(Stored data)
################

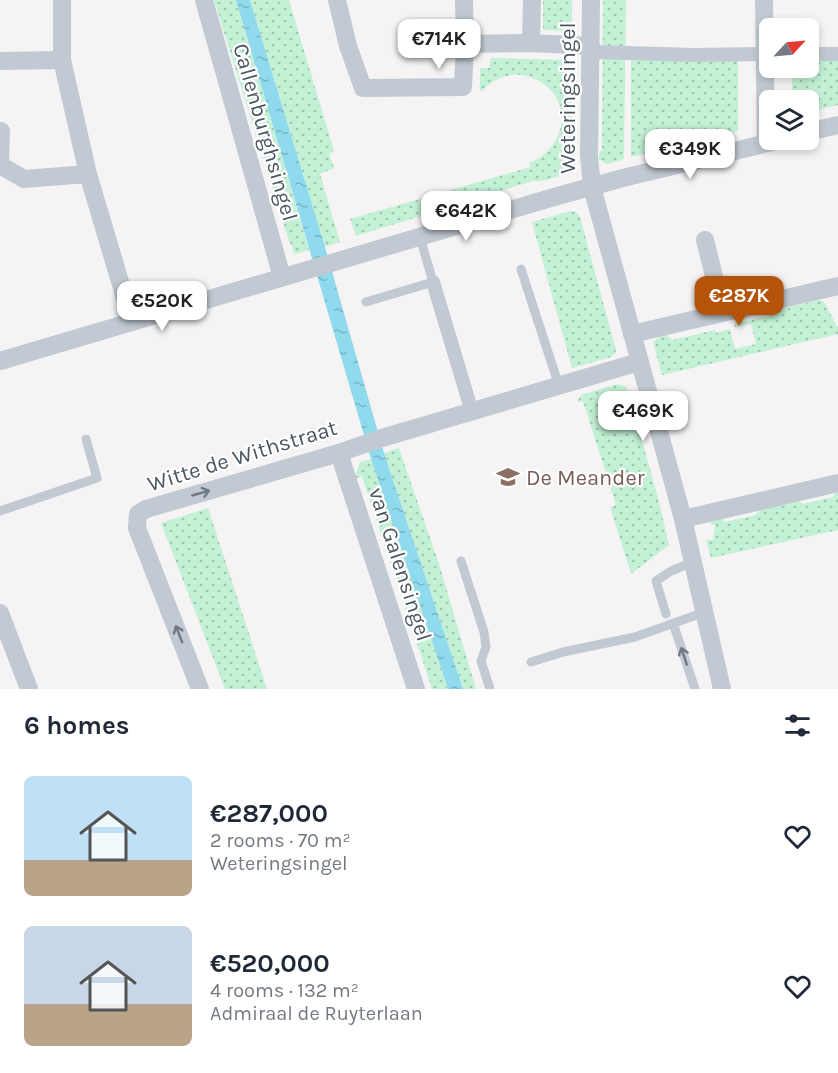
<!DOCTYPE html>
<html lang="en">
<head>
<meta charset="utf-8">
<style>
  :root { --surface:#fff; --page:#f2f2f3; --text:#1f2937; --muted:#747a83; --accent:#b45309 }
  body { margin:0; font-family:Karla,sans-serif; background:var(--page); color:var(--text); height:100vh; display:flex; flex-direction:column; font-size:22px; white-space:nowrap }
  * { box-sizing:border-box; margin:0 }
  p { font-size:20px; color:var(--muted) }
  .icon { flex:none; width:33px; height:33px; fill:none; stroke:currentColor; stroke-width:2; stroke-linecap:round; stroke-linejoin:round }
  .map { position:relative; height:689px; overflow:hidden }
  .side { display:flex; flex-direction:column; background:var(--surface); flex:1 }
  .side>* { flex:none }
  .needle { width:39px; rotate:64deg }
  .fabs { position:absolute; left:759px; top:18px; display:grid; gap:12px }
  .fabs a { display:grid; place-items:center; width:60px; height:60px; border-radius:9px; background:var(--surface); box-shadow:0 3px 9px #0003; font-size:30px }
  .price { position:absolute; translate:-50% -51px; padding:0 14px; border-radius:12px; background:#fff; color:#222; font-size:20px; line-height:39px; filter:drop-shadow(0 2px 3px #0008) }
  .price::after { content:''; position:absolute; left:50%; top:36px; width:18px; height:14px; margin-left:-9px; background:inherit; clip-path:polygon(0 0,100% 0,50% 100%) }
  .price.selected { background:var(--accent); color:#fff }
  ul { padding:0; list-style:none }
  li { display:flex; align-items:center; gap:18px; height:150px; padding:0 24px }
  li span { display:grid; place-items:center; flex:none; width:168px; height:120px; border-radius:9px; color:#555 }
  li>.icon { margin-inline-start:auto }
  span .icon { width:72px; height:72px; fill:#fffc; stroke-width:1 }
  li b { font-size:26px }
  h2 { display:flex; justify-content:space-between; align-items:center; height:72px; padding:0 24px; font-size:26px }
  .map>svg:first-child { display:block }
</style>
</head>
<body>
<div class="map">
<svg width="838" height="689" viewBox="0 0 838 689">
  <defs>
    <pattern id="grass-dots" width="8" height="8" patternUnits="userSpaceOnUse" patternTransform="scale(1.5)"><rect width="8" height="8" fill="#c3f1d5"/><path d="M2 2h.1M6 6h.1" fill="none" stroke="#a0c6b0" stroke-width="1.8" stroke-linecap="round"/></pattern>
    <pattern id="water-ripples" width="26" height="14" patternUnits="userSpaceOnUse" patternTransform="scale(1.5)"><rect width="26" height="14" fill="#90daee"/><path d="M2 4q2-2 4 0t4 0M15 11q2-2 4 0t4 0" fill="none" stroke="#78b4c4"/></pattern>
  </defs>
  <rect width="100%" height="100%" fill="#f5f3f3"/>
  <g fill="url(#grass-dots)">
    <polygon points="214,0 236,0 309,250 295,254 288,238"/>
    <polygon points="250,0 289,0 334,151 329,154 334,168 320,174 340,242 325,247"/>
    <polygon points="543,0 572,0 572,31 543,30"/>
    <polygon points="603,0 626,0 624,159 607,164 599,159 599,154 602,149"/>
    <path d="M 491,58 L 571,60 L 572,157 C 572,162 572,167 568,171 C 563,177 541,182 533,181 L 356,236 L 350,219 L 531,167 L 529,163 C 540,159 548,152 554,143 C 584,96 520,49 482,91 L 480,91 L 480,68 L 489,68 Z"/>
    <polygon points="631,59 738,59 738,131 631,157"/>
    <polygon points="809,59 838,60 838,105 809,112 808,100 792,100 792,68 808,68"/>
    <polygon points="571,211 576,212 580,217 616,350 615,354 611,357 572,368 532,222"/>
    <polygon points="820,300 824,302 838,328 838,334 662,375 653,342 660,337 666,335 672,340 715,330 716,333 730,329 735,349 756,344 751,324 735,327 734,324 777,314 781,309"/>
    <polygon points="617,384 625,386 628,391 658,498 669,545 631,574 610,507 616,505 583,401 577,402 581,395"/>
    <polygon points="399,448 439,564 476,689 463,689 384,453"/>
    <polygon points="371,459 448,689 432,689 362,476 354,479 360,462"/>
    <polygon points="837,490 838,490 838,530 711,558 706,540 713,540 715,525 710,524 710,520 720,518 725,522 756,515 761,508 797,500 803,504 833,497"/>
    <polygon points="208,508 267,689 225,689 161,523"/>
  </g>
  <polygon fill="url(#water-ripples)" points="236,0 250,0 325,247 384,453 463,689 448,689 371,459"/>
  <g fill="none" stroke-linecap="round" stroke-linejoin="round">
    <g stroke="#c1cad2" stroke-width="9">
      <polyline points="521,269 559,386"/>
      <polyline points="366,302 433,282 420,237"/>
      <polyline points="0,511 97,478 86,439"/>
      <polyline points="461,561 484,632 486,647 481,661 490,689"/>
      <polyline points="666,614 656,581 671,571 693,562"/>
      <polyline points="673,623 695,689"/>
      <polyline points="531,662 563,652 635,637 705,612"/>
    </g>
    <g stroke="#c1cad2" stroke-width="14">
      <polyline points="591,52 694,55 770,54"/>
      <polyline points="808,54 838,54"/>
      <polyline points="433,282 472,412"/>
    </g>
    <g stroke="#c1cad2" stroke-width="18">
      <polyline points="62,0 62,60 88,174 132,322"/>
      <polyline points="204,0 282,277"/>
      <polyline points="337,0 348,46 363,88 463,87 465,44 464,0"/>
      <polyline points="591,0 589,156 592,187 683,519 722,689"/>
      <polyline points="764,0 766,143"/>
      <polyline points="531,43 532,0"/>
      <polyline points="465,44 531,43 591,46"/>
      <polyline points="0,61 62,60"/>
      <polyline points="0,131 1,131 0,162"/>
      <polyline points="808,132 838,125"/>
      <polyline points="0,165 24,179 88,174"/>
      <polyline points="705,240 723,312"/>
      <polyline points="632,334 838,286"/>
      <polyline points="0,361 554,197 623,178 780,140"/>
      <polyline points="339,453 416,689"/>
      <polyline points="683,519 838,483"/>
      <polyline points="0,613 29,689"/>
      <polyline points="200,689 137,528 138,514 146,509 339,453 382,438 639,362"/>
    </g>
  </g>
  <defs><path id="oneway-shaft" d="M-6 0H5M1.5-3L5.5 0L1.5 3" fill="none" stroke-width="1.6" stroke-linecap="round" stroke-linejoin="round" transform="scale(1.5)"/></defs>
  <g stroke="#6e7983">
    <use href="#oneway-shaft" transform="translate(201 493) rotate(-16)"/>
    <use href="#oneway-shaft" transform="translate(179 634) rotate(-111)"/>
    <use href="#oneway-shaft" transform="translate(684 656) rotate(-108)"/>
  </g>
  <defs>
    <g id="school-bare" transform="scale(1.8)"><path d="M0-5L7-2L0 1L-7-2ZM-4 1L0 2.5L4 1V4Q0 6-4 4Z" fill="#8d6e63" stroke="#fff" stroke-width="2.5" paint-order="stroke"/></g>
  </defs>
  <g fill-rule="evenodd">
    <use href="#school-bare" x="508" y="477"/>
  </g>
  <g text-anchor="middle" stroke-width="4.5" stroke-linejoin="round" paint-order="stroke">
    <g font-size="22" fill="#4a5661" stroke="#fff">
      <text transform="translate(567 98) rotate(-90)" y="8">Weteringsingel</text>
      <text transform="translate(266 132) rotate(74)" y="8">Callenburghsingel</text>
      <text transform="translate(242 455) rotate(-17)" y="8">Witte de Withstraat</text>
      <text transform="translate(401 564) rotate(72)" y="8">van Galensingel</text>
    </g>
    <g font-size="22" fill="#785e54" stroke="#fff" text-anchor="start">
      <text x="526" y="485">De Meander</text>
    </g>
  </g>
</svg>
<div class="fabs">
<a><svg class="needle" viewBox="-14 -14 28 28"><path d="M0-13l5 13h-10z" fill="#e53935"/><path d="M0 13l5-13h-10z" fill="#747a83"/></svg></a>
<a><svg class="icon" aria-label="layers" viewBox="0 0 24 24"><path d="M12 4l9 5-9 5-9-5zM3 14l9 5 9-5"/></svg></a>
</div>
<b class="price" style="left:439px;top:70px">€714K</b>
<b class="price" style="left:690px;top:180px">€349K</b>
<b class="price" style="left:466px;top:242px">€642K</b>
<b class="price selected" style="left:739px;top:327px">€287K</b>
<b class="price" style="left:162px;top:332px">€520K</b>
<b class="price" style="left:643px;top:442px">€469K</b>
</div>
<section class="side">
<h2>6 homes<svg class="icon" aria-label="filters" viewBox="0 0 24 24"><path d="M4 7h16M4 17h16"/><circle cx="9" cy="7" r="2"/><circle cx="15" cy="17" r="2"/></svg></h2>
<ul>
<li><span style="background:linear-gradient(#bfe0f5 70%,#b9a48a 0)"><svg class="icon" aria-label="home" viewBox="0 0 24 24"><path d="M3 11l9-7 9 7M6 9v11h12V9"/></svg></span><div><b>€287,000</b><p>2 rooms · 70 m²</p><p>Weteringsingel</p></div><svg class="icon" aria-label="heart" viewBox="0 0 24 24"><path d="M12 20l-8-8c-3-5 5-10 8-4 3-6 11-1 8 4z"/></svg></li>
<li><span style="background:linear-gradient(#c9d6e8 65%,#b9a48a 0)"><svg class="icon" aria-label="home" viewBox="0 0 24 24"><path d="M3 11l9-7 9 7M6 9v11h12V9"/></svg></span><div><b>€520,000</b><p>4 rooms · 132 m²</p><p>Admiraal de Ruyterlaan</p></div><svg class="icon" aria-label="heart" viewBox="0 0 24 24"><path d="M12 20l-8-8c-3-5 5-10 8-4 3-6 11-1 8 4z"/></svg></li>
</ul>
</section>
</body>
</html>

################

▸ **Try it**:
Only the number is wanted: count the lines of the records that hold the word "fabs".

▸ **Reply**:
3